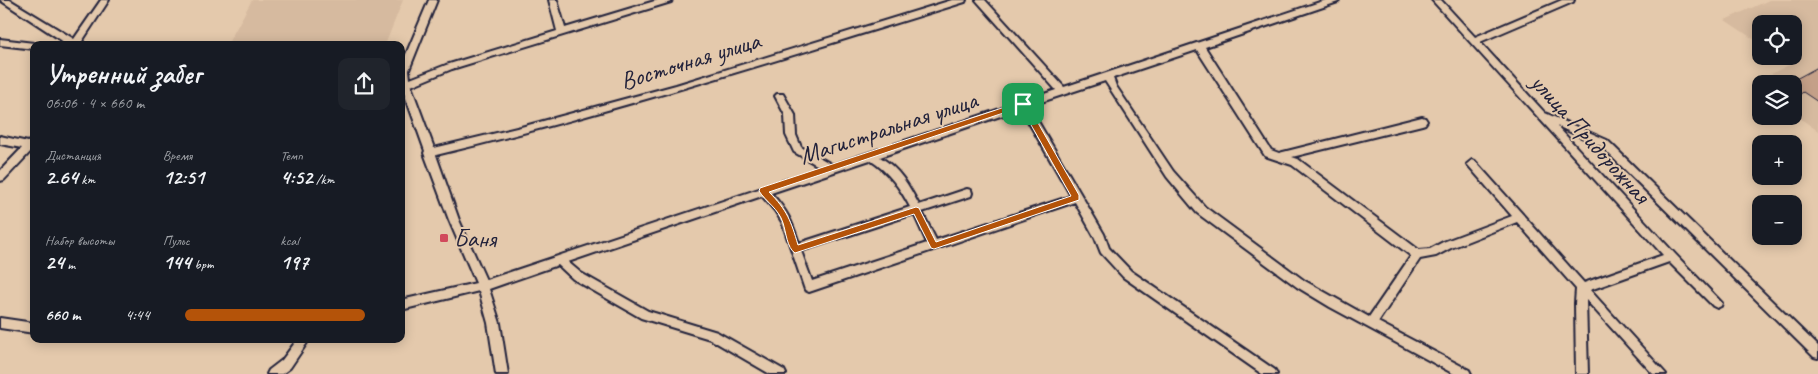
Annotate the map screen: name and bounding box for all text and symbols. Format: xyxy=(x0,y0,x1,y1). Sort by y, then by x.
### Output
map controls xyxy=(1752,15,1802,245)
button: locate xyxy=(1752,15,1802,65)
street label: Восточная улица xyxy=(616,24,766,97)
text: Утренний забег xyxy=(45,56,201,91)
button: share xyxy=(338,58,390,110)
street label: улица Придорожная xyxy=(1522,66,1658,212)
button: layers xyxy=(1752,75,1802,125)
pin xyxy=(1002,83,1044,125)
street label: Магистральная улица xyxy=(795,84,983,172)
icon: arrive xyxy=(1009,90,1037,118)
text: 06:06 · 4 × 660 m xyxy=(45,93,144,113)
button: + xyxy=(1752,135,1802,185)
text: Дистанция xyxy=(45,147,101,164)
text: Время xyxy=(163,147,192,164)
text: Темп xyxy=(280,147,303,164)
text: 2.64 xyxy=(45,164,78,190)
text: 12:51 xyxy=(163,164,204,190)
text: 4:52 xyxy=(280,164,313,190)
text: km xyxy=(78,171,95,188)
text: /km xyxy=(313,171,334,188)
button: − xyxy=(1752,195,1802,245)
place label: Баня xyxy=(454,223,498,255)
text: Набор высоты xyxy=(45,232,114,249)
text: Пульс xyxy=(163,232,190,249)
text: kcal xyxy=(280,232,299,249)
marker: Баня xyxy=(438,232,450,244)
text: 24 xyxy=(45,249,64,275)
text: 144 xyxy=(163,249,191,275)
text: 197 xyxy=(280,249,308,275)
text: m xyxy=(64,256,75,273)
text: bpm xyxy=(191,256,214,273)
text: 660 m xyxy=(45,305,80,325)
text: 4:44 xyxy=(125,305,150,325)

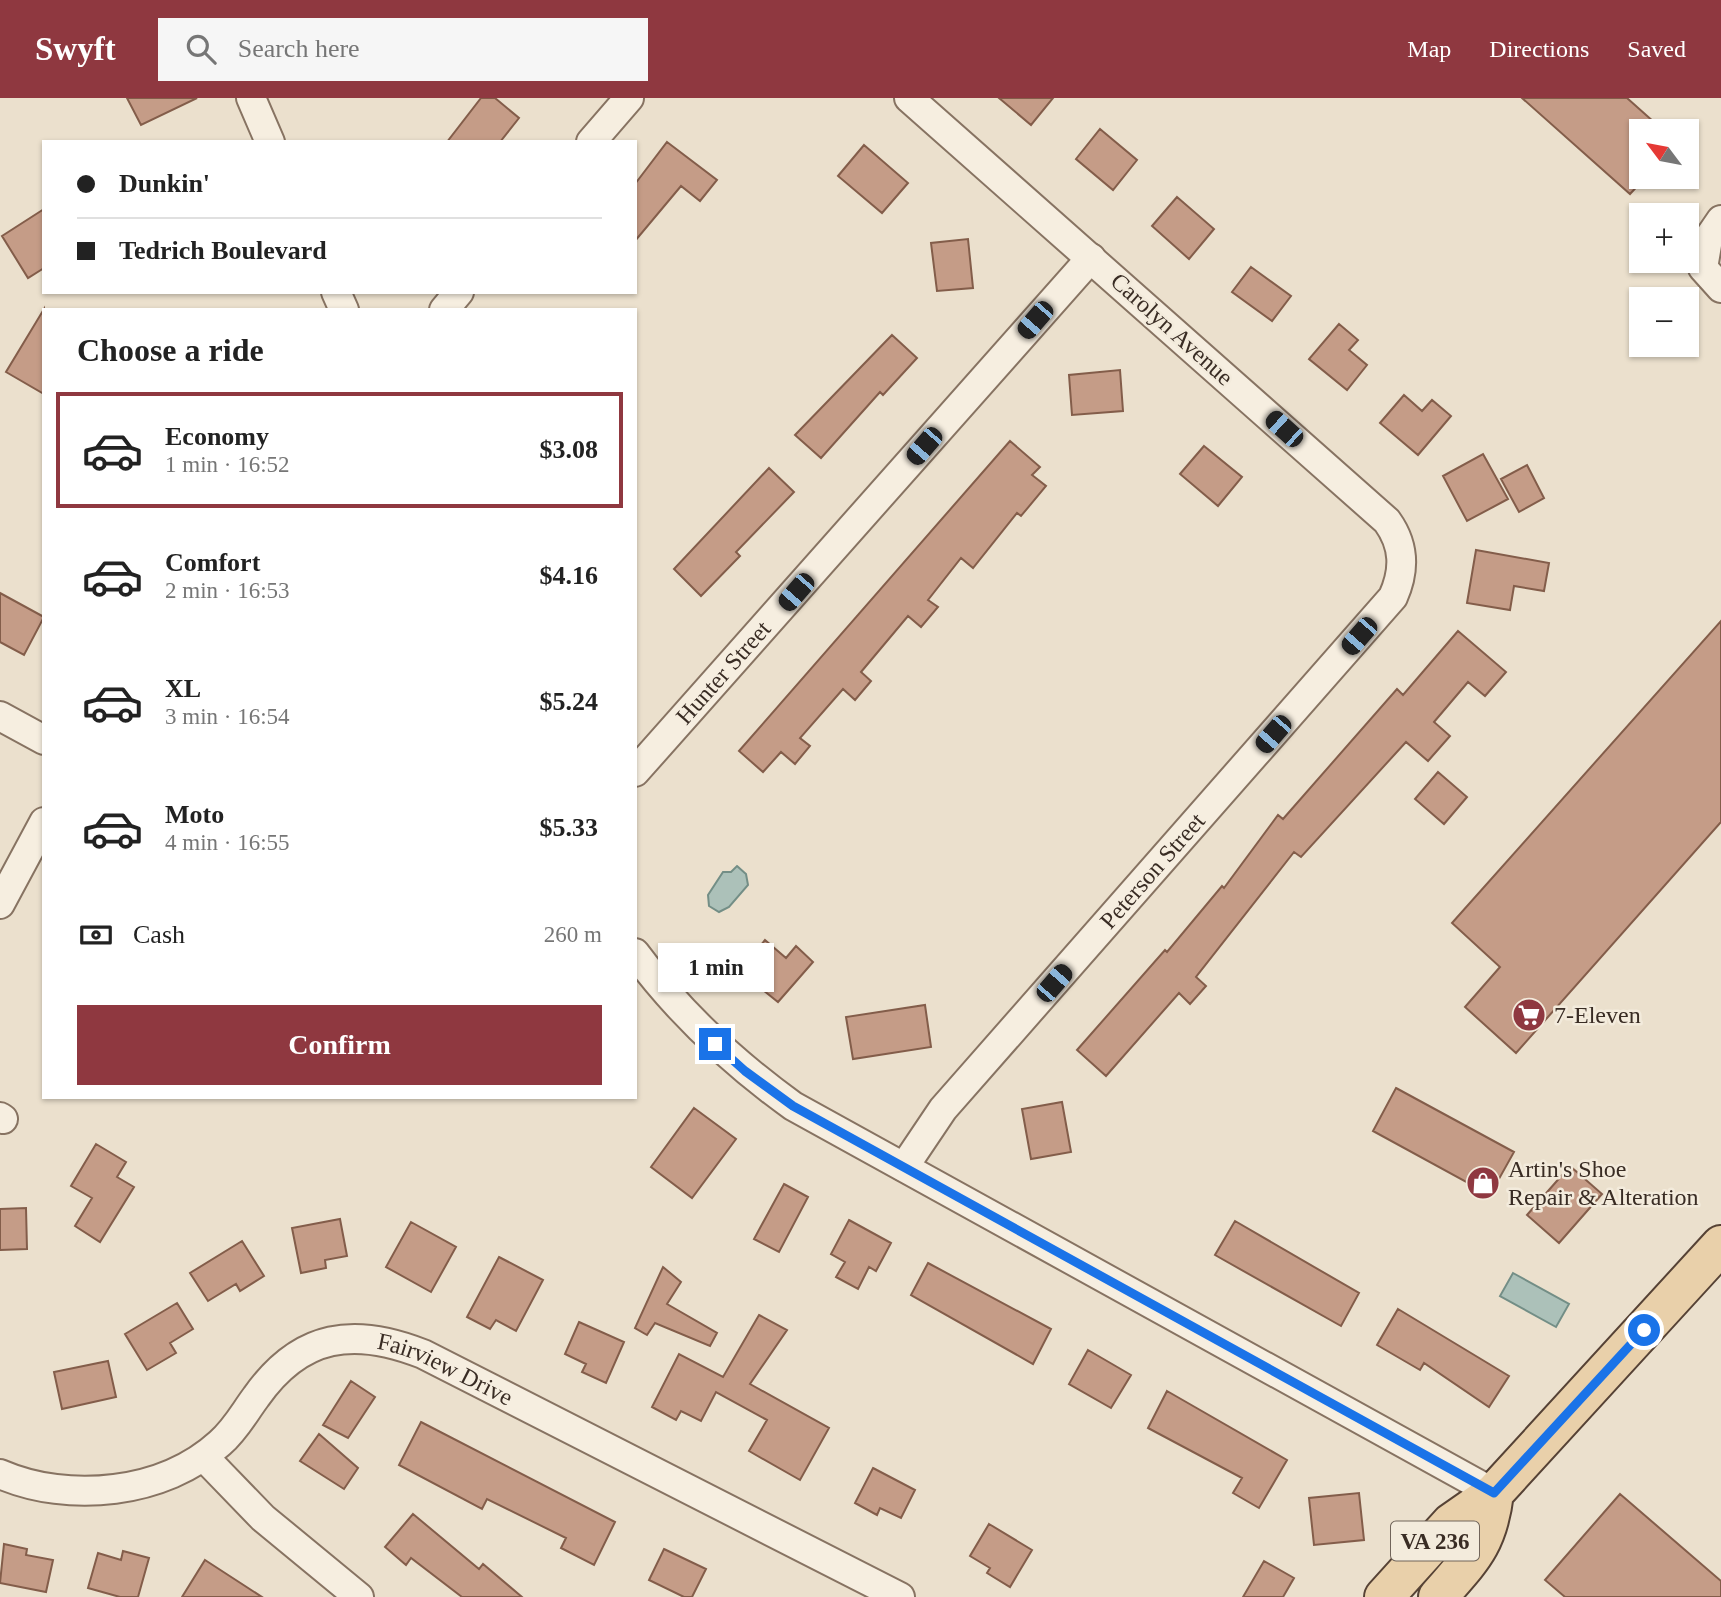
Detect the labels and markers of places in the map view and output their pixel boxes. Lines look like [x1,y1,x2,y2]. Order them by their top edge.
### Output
supermarket icon: 7-Eleven [1510,996,1548,1034]
place label: 7-Eleven [1554,1002,1641,1028]
place label: Artin's Shoe Repair & Alteration [1508,1156,1699,1210]
shop icon: Artin's Shoe Repair & Alteration [1464,1164,1502,1202]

□ □ □ □

**WHAT TO WORK ON**
Print the entries again exactly as they appear above. Do not print the pictures.

**SOLVED EXERCISE**
Annotate the map screen: name and bounding box for all text and symbols. Format: xyxy=(x0,y0,x1,y1). Sort by y, then by x.
### Output
map controls xyxy=(1752,15,1802,245)
button: locate xyxy=(1752,15,1802,65)
street label: Восточная улица xyxy=(616,24,766,97)
text: Утренний забег xyxy=(45,56,201,91)
button: share xyxy=(338,58,390,110)
street label: улица Придорожная xyxy=(1522,66,1658,212)
button: layers xyxy=(1752,75,1802,125)
pin xyxy=(1002,83,1044,125)
street label: Магистральная улица xyxy=(795,84,983,172)
icon: arrive xyxy=(1009,90,1037,118)
text: 06:06 · 4 × 660 m xyxy=(45,93,144,113)
button: + xyxy=(1752,135,1802,185)
text: Дистанция xyxy=(45,147,101,164)
text: Время xyxy=(163,147,192,164)
text: Темп xyxy=(280,147,303,164)
text: 2.64 xyxy=(45,164,78,190)
text: 12:51 xyxy=(163,164,204,190)
text: 4:52 xyxy=(280,164,313,190)
text: km xyxy=(78,171,95,188)
text: /km xyxy=(313,171,334,188)
button: − xyxy=(1752,195,1802,245)
place label: Баня xyxy=(454,223,498,255)
text: Набор высоты xyxy=(45,232,114,249)
text: Пульс xyxy=(163,232,190,249)
text: kcal xyxy=(280,232,299,249)
marker: Баня xyxy=(438,232,450,244)
text: 24 xyxy=(45,249,64,275)
text: 144 xyxy=(163,249,191,275)
text: 197 xyxy=(280,249,308,275)
text: m xyxy=(64,256,75,273)
text: bpm xyxy=(191,256,214,273)
text: 660 m xyxy=(45,305,80,325)
text: 4:44 xyxy=(125,305,150,325)

Detect the labels and markers of places in the map view and output their pixel boxes. Lines look like [x1,y1,x2,y2]. Order them by their top edge.
### Output
supermarket icon: 7-Eleven [1510,996,1548,1034]
place label: 7-Eleven [1554,1002,1641,1028]
place label: Artin's Shoe Repair & Alteration [1508,1156,1699,1210]
shop icon: Artin's Shoe Repair & Alteration [1464,1164,1502,1202]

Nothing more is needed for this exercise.